Este tipo de estrategia conllevaría además la necesidad de que el profesorado viera que su esfuerzo es reconocido de alguna forma, y no sólo porque el contexto en el que se desenvuelve la innovación educativa que verdaderamente constituye la formación es poco alentador para éste, es que como señala Atking (1996), cuando termina su trabajo con una cita del informe de la OCDE, es la propia educación y con ella el propio país quien realmente obtienen los beneficios de esta formación:

 

“Cuando un país saca partido de los logros de los profesionales más capacitados de su sistema educativo y de su trabajo, crea el ímpetu para mejoras ulteriores.

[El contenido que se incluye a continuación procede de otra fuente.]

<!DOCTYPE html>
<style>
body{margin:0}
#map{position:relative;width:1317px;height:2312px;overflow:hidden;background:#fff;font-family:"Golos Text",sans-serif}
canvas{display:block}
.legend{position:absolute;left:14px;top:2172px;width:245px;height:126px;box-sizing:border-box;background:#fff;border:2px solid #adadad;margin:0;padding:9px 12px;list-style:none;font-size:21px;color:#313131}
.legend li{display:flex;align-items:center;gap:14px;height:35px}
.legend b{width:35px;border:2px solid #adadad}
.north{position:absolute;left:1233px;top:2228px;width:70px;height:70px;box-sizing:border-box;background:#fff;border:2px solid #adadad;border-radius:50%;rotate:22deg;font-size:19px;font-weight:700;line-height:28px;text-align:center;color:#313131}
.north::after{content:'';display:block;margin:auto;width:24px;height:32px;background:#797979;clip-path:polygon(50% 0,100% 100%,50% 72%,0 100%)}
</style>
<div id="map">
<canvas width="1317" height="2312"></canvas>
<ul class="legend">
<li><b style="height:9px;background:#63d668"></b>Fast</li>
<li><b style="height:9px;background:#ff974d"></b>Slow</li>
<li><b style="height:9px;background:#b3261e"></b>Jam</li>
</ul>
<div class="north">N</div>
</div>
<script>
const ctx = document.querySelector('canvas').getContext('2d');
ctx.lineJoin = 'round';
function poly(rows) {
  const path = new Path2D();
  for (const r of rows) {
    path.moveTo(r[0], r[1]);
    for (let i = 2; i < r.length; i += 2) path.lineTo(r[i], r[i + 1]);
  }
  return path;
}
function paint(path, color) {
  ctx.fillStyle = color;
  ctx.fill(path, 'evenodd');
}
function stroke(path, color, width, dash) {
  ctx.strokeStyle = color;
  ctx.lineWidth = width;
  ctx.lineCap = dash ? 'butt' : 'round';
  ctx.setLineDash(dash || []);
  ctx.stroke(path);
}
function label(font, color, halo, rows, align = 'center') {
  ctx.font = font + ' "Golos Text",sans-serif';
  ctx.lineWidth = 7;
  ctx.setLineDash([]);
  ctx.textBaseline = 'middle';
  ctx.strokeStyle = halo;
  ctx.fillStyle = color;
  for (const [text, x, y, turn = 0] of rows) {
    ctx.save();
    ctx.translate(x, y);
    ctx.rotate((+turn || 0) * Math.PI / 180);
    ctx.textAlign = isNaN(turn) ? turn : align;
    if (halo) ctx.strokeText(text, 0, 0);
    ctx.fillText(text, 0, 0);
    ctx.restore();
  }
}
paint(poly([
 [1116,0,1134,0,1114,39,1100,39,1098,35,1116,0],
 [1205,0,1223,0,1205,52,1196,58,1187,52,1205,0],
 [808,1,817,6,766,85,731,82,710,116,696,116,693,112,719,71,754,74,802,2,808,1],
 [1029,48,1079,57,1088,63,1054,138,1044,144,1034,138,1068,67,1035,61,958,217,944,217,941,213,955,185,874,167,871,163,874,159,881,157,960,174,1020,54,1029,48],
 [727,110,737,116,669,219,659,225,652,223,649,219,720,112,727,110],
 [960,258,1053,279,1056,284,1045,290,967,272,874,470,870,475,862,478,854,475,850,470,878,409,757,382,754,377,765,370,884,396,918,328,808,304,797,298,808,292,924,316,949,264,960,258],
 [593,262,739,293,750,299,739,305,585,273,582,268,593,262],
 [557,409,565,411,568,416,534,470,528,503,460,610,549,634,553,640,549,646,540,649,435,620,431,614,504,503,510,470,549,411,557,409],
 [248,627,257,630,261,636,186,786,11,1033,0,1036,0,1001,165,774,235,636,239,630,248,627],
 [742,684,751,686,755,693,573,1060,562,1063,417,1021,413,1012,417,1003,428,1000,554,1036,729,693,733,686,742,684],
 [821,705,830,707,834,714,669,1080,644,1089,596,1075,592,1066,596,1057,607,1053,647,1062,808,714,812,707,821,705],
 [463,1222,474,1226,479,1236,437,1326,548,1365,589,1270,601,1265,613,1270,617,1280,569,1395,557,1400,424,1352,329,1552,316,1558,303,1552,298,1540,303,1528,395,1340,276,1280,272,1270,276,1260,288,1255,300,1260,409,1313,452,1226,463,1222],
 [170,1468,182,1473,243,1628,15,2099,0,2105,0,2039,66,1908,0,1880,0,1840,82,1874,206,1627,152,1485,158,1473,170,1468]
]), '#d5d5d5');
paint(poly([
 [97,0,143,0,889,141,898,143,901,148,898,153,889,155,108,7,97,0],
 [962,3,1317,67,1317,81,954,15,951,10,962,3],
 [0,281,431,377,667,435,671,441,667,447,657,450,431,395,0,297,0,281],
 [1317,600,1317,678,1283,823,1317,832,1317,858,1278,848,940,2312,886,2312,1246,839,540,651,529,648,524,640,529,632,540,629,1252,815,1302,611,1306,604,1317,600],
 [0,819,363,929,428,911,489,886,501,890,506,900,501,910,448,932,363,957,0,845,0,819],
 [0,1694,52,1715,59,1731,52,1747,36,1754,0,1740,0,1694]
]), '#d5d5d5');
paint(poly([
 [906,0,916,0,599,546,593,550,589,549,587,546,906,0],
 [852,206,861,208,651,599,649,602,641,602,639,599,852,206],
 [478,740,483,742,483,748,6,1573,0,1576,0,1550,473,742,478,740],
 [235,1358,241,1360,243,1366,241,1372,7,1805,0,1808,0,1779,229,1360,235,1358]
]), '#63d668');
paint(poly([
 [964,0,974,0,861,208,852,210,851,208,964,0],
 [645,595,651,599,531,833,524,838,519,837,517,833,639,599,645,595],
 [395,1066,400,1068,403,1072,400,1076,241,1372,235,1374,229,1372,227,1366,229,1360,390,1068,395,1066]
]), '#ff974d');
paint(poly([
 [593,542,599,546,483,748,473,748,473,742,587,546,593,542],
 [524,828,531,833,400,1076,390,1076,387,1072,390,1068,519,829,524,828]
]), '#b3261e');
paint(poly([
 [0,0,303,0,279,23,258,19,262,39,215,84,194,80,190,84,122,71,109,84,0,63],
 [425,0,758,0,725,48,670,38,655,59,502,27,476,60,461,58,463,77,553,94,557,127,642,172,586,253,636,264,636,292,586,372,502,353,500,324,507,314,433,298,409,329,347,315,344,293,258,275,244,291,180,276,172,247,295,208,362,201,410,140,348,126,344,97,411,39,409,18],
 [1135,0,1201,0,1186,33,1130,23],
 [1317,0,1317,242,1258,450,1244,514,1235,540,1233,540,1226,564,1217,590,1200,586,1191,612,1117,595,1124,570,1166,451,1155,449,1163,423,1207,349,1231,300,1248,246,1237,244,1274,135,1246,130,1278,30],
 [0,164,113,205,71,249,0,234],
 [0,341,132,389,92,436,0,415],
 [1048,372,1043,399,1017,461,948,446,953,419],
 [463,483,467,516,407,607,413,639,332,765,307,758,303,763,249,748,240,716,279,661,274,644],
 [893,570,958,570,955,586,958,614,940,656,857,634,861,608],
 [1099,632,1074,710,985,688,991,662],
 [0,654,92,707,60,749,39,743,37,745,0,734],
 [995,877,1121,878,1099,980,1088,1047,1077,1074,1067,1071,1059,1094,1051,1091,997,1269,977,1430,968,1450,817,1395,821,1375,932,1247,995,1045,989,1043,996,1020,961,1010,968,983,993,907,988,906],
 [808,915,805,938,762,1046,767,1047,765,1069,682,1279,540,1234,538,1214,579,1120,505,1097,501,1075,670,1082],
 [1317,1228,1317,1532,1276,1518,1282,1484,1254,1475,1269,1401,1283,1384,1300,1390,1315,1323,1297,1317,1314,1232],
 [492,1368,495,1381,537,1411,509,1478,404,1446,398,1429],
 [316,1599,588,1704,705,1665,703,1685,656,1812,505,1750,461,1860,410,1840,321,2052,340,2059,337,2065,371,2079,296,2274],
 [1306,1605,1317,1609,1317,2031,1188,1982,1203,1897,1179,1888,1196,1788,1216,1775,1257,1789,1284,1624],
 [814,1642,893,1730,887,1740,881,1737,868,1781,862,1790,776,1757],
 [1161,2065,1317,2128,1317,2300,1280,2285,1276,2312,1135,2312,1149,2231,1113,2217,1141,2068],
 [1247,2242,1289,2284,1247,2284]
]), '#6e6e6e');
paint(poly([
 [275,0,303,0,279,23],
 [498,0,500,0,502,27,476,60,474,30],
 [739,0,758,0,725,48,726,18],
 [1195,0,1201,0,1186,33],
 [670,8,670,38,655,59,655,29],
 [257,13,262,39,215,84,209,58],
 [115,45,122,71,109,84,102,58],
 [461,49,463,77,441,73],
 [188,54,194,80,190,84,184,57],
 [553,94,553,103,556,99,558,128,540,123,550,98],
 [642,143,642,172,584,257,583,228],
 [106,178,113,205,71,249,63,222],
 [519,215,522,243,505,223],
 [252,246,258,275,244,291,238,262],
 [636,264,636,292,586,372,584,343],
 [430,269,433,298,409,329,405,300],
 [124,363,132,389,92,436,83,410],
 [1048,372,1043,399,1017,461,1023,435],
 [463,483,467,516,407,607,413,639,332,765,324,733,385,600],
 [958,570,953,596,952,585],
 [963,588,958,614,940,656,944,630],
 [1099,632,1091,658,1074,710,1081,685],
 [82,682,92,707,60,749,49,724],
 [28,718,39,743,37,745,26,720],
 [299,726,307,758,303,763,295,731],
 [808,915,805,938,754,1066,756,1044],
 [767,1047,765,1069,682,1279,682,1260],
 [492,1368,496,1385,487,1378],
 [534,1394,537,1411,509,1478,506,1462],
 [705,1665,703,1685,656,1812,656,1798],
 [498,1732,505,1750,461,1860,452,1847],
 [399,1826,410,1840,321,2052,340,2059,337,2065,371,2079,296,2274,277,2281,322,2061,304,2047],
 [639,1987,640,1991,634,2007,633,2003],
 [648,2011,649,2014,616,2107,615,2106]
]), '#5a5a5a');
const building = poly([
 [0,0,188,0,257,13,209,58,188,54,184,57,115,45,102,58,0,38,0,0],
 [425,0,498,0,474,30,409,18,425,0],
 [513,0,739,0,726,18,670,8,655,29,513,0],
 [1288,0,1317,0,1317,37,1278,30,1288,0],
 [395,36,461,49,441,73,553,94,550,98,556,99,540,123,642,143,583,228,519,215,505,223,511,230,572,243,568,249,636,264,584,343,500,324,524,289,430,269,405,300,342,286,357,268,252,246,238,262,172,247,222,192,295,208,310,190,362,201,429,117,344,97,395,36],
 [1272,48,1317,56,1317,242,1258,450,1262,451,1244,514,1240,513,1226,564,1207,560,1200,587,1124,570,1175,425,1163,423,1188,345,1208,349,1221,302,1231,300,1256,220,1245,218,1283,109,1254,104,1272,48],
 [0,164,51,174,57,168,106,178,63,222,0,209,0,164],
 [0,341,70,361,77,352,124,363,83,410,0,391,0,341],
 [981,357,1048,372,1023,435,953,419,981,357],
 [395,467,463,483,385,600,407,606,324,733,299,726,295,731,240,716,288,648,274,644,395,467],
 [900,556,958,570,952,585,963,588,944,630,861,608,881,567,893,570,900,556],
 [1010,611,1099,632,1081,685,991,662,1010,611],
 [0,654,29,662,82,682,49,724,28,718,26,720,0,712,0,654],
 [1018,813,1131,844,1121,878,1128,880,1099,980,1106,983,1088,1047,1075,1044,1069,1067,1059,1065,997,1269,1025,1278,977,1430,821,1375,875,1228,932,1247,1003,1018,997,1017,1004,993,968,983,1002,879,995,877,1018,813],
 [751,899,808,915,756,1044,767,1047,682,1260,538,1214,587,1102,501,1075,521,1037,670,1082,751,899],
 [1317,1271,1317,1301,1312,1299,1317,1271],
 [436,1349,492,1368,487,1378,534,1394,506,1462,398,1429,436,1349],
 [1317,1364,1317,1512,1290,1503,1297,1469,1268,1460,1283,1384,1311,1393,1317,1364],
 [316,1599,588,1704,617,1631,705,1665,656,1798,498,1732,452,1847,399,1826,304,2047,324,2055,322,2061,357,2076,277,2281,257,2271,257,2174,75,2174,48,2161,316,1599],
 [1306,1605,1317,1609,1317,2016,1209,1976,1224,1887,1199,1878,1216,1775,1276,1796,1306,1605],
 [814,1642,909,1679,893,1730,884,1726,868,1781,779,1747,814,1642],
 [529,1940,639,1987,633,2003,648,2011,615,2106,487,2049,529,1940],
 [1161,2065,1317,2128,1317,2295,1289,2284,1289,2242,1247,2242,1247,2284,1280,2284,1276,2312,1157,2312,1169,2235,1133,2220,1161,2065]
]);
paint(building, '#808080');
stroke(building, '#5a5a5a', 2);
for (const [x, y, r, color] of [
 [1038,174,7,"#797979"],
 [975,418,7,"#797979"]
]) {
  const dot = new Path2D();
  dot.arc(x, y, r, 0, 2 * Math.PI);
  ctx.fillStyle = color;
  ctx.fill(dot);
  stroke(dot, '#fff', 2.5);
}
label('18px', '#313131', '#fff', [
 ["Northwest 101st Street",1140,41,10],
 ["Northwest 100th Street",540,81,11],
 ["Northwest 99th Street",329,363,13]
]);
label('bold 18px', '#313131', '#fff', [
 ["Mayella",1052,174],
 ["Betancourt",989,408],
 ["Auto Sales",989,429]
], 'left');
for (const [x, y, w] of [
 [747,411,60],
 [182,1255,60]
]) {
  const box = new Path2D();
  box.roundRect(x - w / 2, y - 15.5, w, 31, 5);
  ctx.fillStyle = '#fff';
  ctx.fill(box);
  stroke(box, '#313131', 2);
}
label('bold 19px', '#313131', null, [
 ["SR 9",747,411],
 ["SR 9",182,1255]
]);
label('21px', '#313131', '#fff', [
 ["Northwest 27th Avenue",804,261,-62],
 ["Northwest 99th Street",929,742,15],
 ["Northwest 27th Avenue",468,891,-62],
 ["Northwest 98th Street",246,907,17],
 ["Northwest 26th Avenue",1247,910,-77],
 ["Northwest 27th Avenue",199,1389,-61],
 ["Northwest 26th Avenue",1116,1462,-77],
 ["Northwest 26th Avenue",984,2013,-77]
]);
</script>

A las personas se les motiva cuando se les reconocen sus logros”

 

Aunque es evidente que el desarrollo de materiales curriculares que realmente funcionen, cumpliría las condiciones que tomábamos de Orgogozo y Sérieyx (1989), para definir lo que es innovación, resulta muy difícil encontrar personas o grupos con la capacidad real de desarrollar estos materiales a un nivel que les permita realizar su trabajo de forma más ventajosa.  Un gran programa de experimentación y desarrollo de materiales, elaborados por expertos pero desarrollados y contextualizados por profesionales en activo que se vieran realmente representados en el producto que se fuera consiguiendo, debería iniciarse a escala nacional. La inexistencia de asociaciones de profesorado con una mínima fuerza para llevar adelante una empresa de este tipo, cosa que no ocurre en otros países de nuestro entorno, especialmente en USA, no nos permite por el momento validar esta hipótesis en nuestro sistema educativo.